I bought a reconditioned p-touch that hooks up to USB port, takes up to 1" wide tapes for about $25 from p-touch direct.com It came with the software to do horiz or vert multi line printing in your choice of font or size, just a thought. Can also be used standalone with the full qwerty keyboard on the thing with LCD preview

Kristin


----------



## Mike (Nov 22, 2004)

I use a Sharpie permanent marker on my jigs. I include the project, any critical measurements or accessories required. This works well for identifying the jig but it is a good idea to keep a project log with important information. That way when someone asks you to duplicate a project you made in the past all the information is available.


----------



## harrysin (Jan 15, 2007)

Perhaps I should start to label my jigs and templates, I waste too much time sitting wondering what I made a particular template for! This was particularly so when we moved home after 35 years, I came across so many beautifully made jigs that for the life of me I couldn't figure out what they were for, so to the dump they all went.


----------



## bobj3 (Jan 17, 2006)

Hi

I have one or two jigs most are not marked up or have tags on them ,I don't keep a log how to use them or what they are for ,to me it's like riding a bike once you have you don't forget how the norm, most logs are like putting it on a roll of TP you can't make heads or tails out of it anyway.
Many of my jigs/templates are not just for one type of job.

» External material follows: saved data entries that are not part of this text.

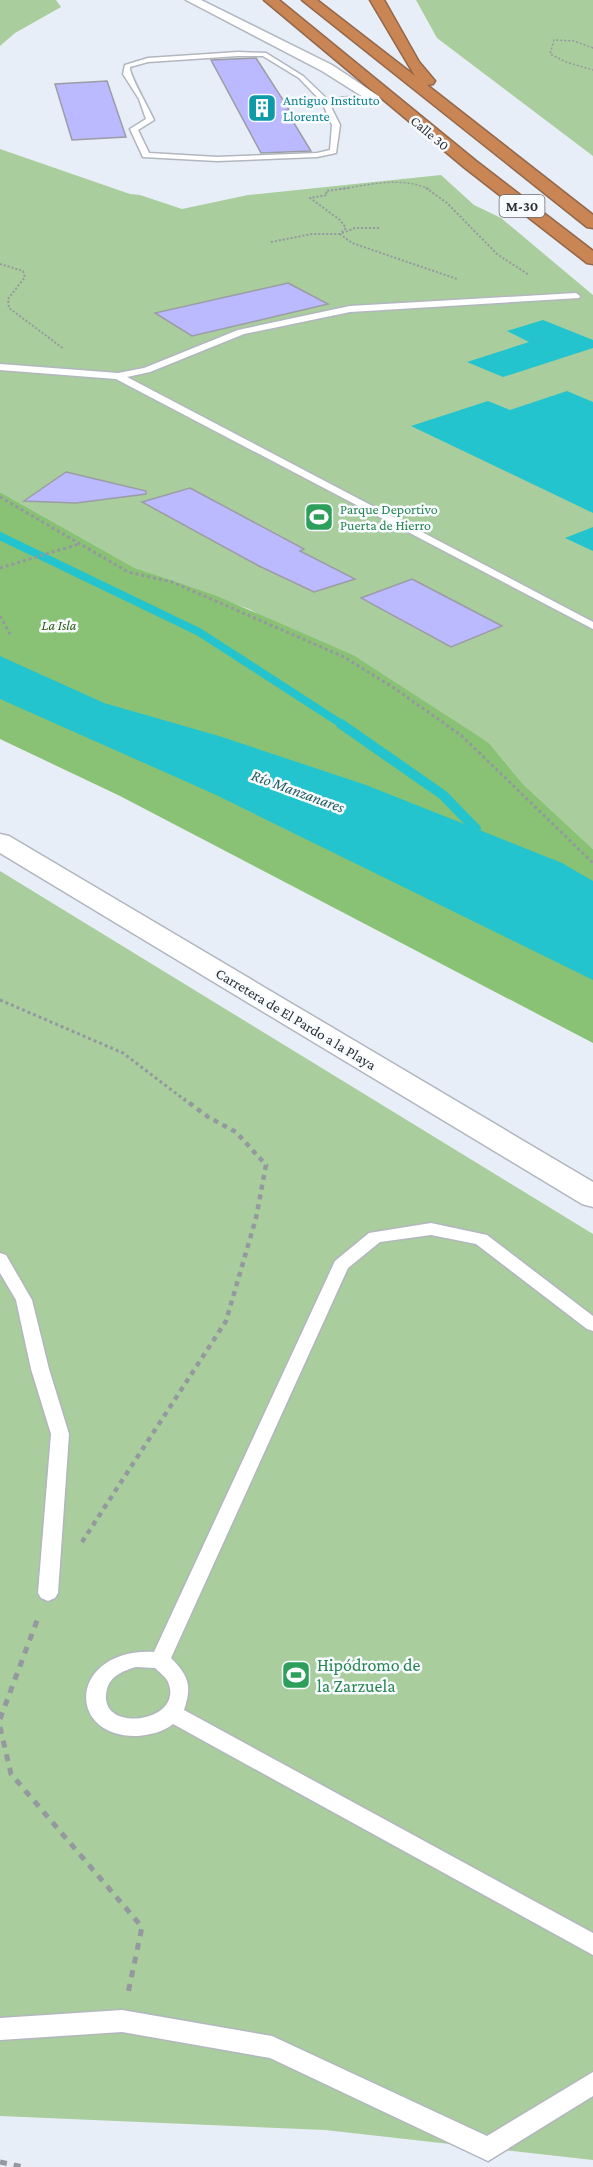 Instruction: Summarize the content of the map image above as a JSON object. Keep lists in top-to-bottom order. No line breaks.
{"streets":{"highway":["Calle 30","M-30"],"street":["Carretera de El Pardo a la Playa"]},"water":["Río Manzanares"],"parks":["La Isla"],"places":{"building":["Antiguo Instituto Llorente"],"sports":["Parque Deportivo Puerta de Hierro","Hipódromo de la Zarzuela"]}} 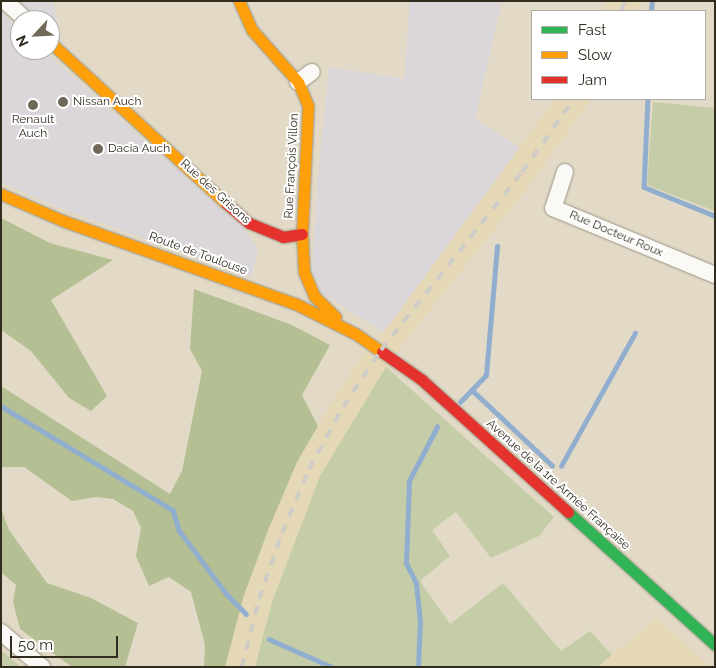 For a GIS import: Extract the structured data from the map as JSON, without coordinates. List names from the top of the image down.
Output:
{
  "streets": {
    "main road": [
      "Rue François Villon",
      "Rue des Grisons",
      "Route de Toulouse",
      "Avenue de la 1re Armée Française"
    ],
    "street": ["Rue Docteur Roux"]
  },
  "crossings": [
    ["Rue François Villon", "Rue des Grisons"],
    ["Route de Toulouse", "Avenue de la 1re Armée Française"]
  ],
  "places": ["Nissan Auch", "Renault Auch", "Dacia Auch"],
  "legend": ["Fast", "Slow", "Jam"],
  "scale_bar": "50 m",
  "north": "bottom left"
} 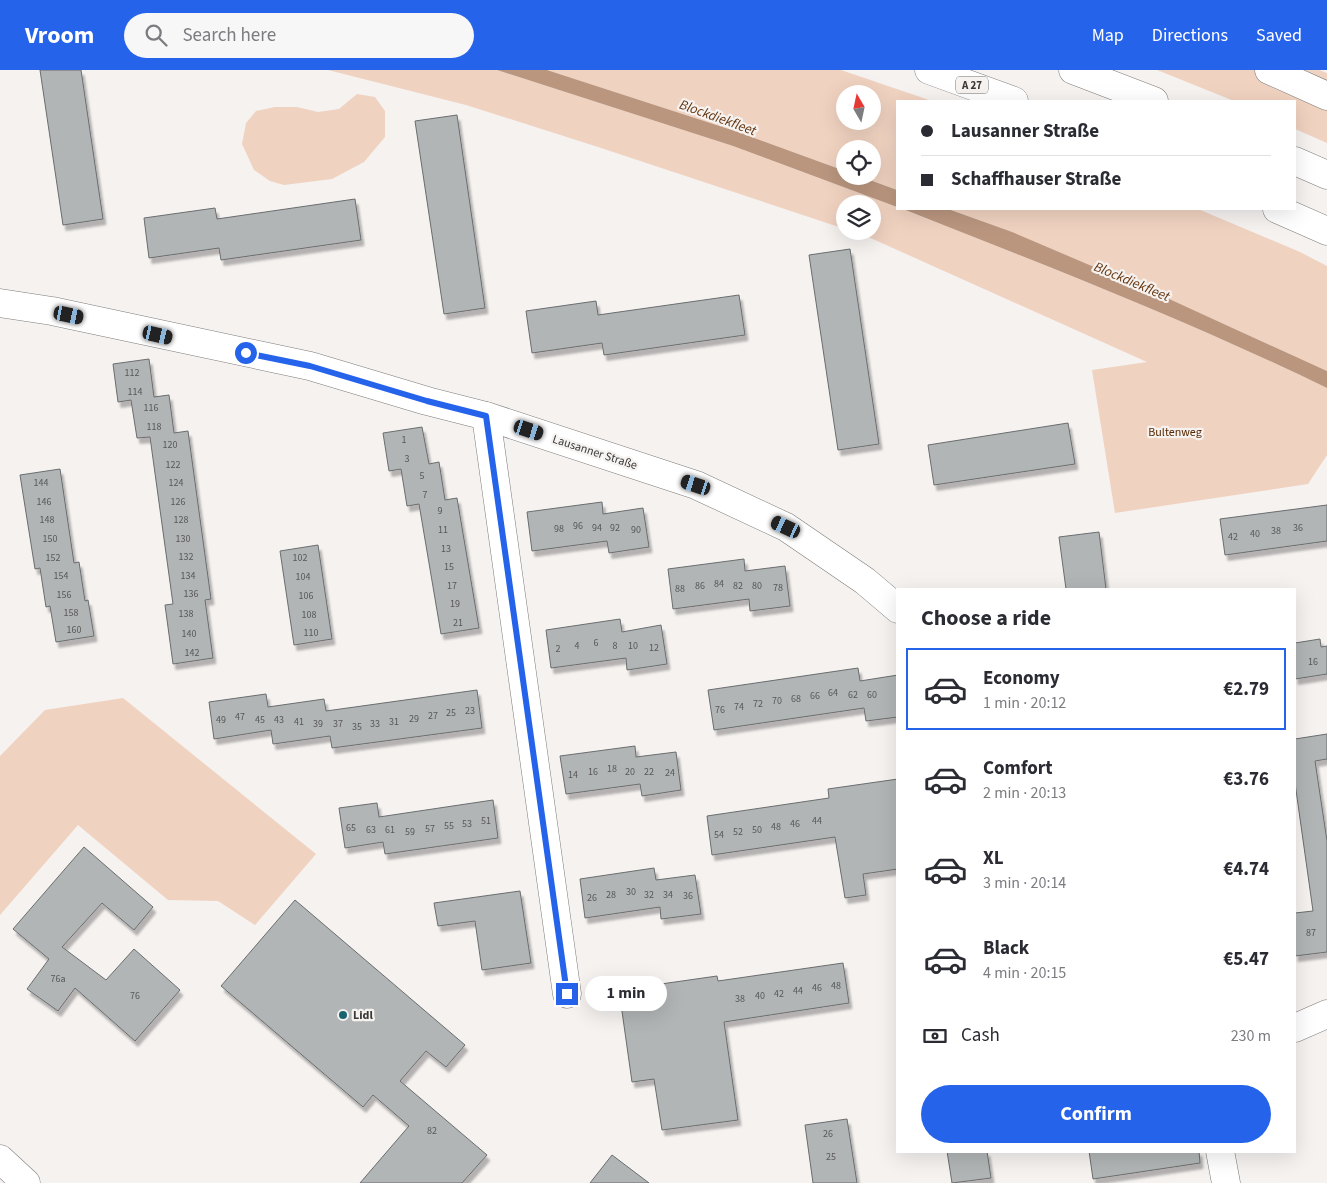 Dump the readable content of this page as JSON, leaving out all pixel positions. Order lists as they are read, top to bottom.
{
  "streets": {
    "main road": ["A 27", "Lausanner Straße"]
  },
  "water": ["Blockdiekfleet"],
  "parks": ["Bultenweg"],
  "places": ["Lidl"],
  "house_numbers": [
    "112",
    "114",
    "116",
    "118",
    "1",
    "120",
    "3",
    "122",
    "5",
    "144",
    "124",
    "7",
    "146",
    "126",
    "9",
    "148",
    "128",
    "96",
    "94",
    "92",
    "36",
    "98",
    "11",
    "90",
    "38",
    "40",
    "42",
    "150",
    "130",
    "13",
    "132",
    "152",
    "102",
    "15",
    "154",
    "134",
    "104",
    "84",
    "17",
    "86",
    "82",
    "80",
    "78",
    "88",
    "136",
    "156",
    "106",
    "19",
    "158",
    "138",
    "108",
    "21",
    "160",
    "110",
    "140",
    "6",
    "4",
    "8",
    "10",
    "12",
    "2",
    "142",
    "16",
    "64",
    "62",
    "60",
    "66",
    "68",
    "70",
    "72",
    "74",
    "76",
    "23",
    "25",
    "27",
    "47",
    "29",
    "49",
    "45",
    "43",
    "41",
    "31",
    "39",
    "37",
    "33",
    "35",
    "18",
    "16",
    "20",
    "22",
    "24",
    "14",
    "51",
    "44",
    "53",
    "46",
    "55",
    "48",
    "65",
    "57",
    "63",
    "61",
    "50",
    "59",
    "52",
    "54",
    "30",
    "28",
    "32",
    "34",
    "36",
    "26",
    "87",
    "76a",
    "48",
    "46",
    "44",
    "42",
    "76",
    "40",
    "38",
    "82",
    "26",
    "25"
  ],
  "north": "top",
  "page": {
    "header": "Vroom",
    "search": "Search here",
    "nav": ["Map", "Directions", "Saved"],
    "banner": ["Lausanner Straße", "Schaffhauser Straße"],
    "heading": "Choose a ride",
    "list": [
      {
        "name": "Economy",
        "note": "1 min · 20:12",
        "value": "€2.79"
      },
      {
        "name": "Comfort",
        "note": "2 min · 20:13",
        "value": "€3.76"
      },
      {
        "name": "XL",
        "note": "3 min · 20:14",
        "value": "€4.74"
      },
      {
        "name": "Black",
        "note": "4 min · 20:15",
        "value": "€5.47"
      }
    ],
    "bubble": "1 min",
    "pay": ["Cash", "230 m"],
    "buttons": "Confirm"
  }
}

But that's just my 2 cents 

It's almost like putting a tag on your edge guide for your router or putting a note on it saying this is edge guide ,,WHY ..

====


----------



## Kristin D (Nov 20, 2007)

bobj3 said:


> Hi
> 
> I have one or two jigs most are not marked up or have tags on them ,I don't keep a log how to use them or what they are for ,to me it's like riding a bike once you have you don't forget how the norm, most logs are like putting it on a roll of TP you can't make heads or tails out of it anyway.
> 
> ...


I knew it Bob, you're a Manila tag and string guy  

Kristin

PS- do they even make those anymore? :dance3:


----------



## bobj3 (Jan 17, 2006)

Hi 


hahahahahahaha yes and no I use the small string white tags on my router bits, it's gives me notes how to set them up....

like below

====



Kristin D said:


> I knew it Bob, you're a Manila tag and string guy
> 
> Kristin
> 
> PS- do they even make those anymore? :dance3:


----------



## Kristin D (Nov 20, 2007)

See I knew it a modernist! No manila tags, little cloth bags or even a fountain pen! 

Kristin

PS- just kidding


----------



## RJM (Apr 11, 2010)

Magic marker, or Sharpe. Write on jig fixture. Just things like bushing and bit size if needed. I also like to write the date I made it. No instructions. I figure that I either know it, or I'll figure it out (again). I don't like tags; they get in the way, or get lost, or get torn off.


----------



## Stormin Norman (Dec 3, 2011)

Harry, we are over 40, when CRS takes hold (Can't Remember Anything!, so being a router rookie, I figured I better do something to keep track.


----------



## Phil P (Jul 25, 2010)

Hi Norman

I always write the bit and guide bush sizes on all my jigs, shop-made and bought in. 

Saves oops moments!

Regards

Phil


----------



## pal (Feb 13, 2008)

I have the oops moments all the time  so like Harry my jigs and bits never get tags or notation on them. 

Regards
Harold


----------



## KenBee (Jan 1, 2011)

Kristin D said:


> See I knew it a modernist! No manila tags, little cloth bags or even a fountain pen!
> 
> Kristin


Didn't you know there is nothing short about Bob except his....Well let's just say there is nothing short about Bob and leave it at that. :lol:


----------



## alittlebit (Aug 19, 2008)

hi bobj3
could you tell me the program you use to annotate the pictures of what they do like in #10 post or a similar program...I wish to start a project and place the pictures of the progress here and putting the text on the images would sure help people to understand better....thank you


----------



## bobj3 (Jan 17, 2006)

Hi Jerry

I use Paint Shop Pro. most of the time but it's not free BUT you can use Paint.Net and it's free and works just as well..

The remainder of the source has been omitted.